*** Begin section ***

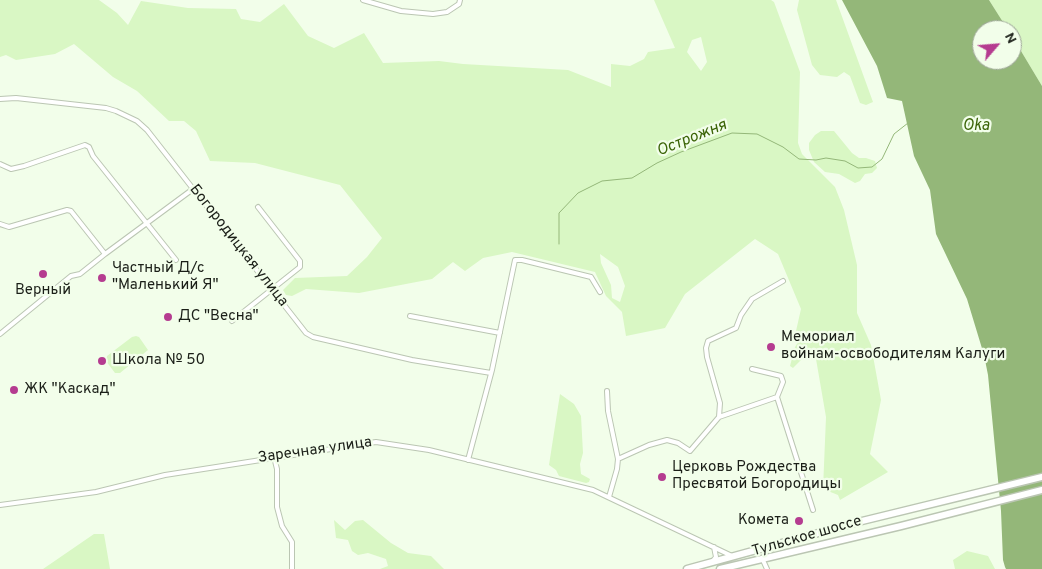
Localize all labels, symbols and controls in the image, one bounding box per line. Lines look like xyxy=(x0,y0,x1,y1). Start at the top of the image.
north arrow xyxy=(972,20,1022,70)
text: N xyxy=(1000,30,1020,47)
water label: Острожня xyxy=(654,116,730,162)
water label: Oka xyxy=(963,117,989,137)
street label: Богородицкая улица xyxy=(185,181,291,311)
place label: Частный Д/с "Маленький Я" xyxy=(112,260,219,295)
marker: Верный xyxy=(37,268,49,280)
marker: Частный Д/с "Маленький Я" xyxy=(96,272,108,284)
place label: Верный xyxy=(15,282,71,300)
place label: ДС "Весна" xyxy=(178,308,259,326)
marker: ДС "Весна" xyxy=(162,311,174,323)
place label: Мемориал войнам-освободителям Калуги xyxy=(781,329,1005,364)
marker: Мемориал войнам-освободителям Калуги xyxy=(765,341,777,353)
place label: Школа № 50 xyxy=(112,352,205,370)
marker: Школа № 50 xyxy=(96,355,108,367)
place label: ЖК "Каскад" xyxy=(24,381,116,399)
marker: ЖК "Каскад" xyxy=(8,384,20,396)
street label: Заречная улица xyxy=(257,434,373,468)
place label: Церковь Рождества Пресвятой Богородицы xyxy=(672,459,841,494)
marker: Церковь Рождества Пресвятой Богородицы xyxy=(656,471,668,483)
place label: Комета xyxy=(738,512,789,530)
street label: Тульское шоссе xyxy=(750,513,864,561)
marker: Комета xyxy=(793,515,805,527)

*** End section ***

# What to produce
Find and copy each line of the listing above that holds the word "освободителям".

# Task response
place label: Мемориал войнам-освободителям Калуги xyxy=(781,329,1005,364)
marker: Мемориал войнам-освободителям Калуги xyxy=(765,341,777,353)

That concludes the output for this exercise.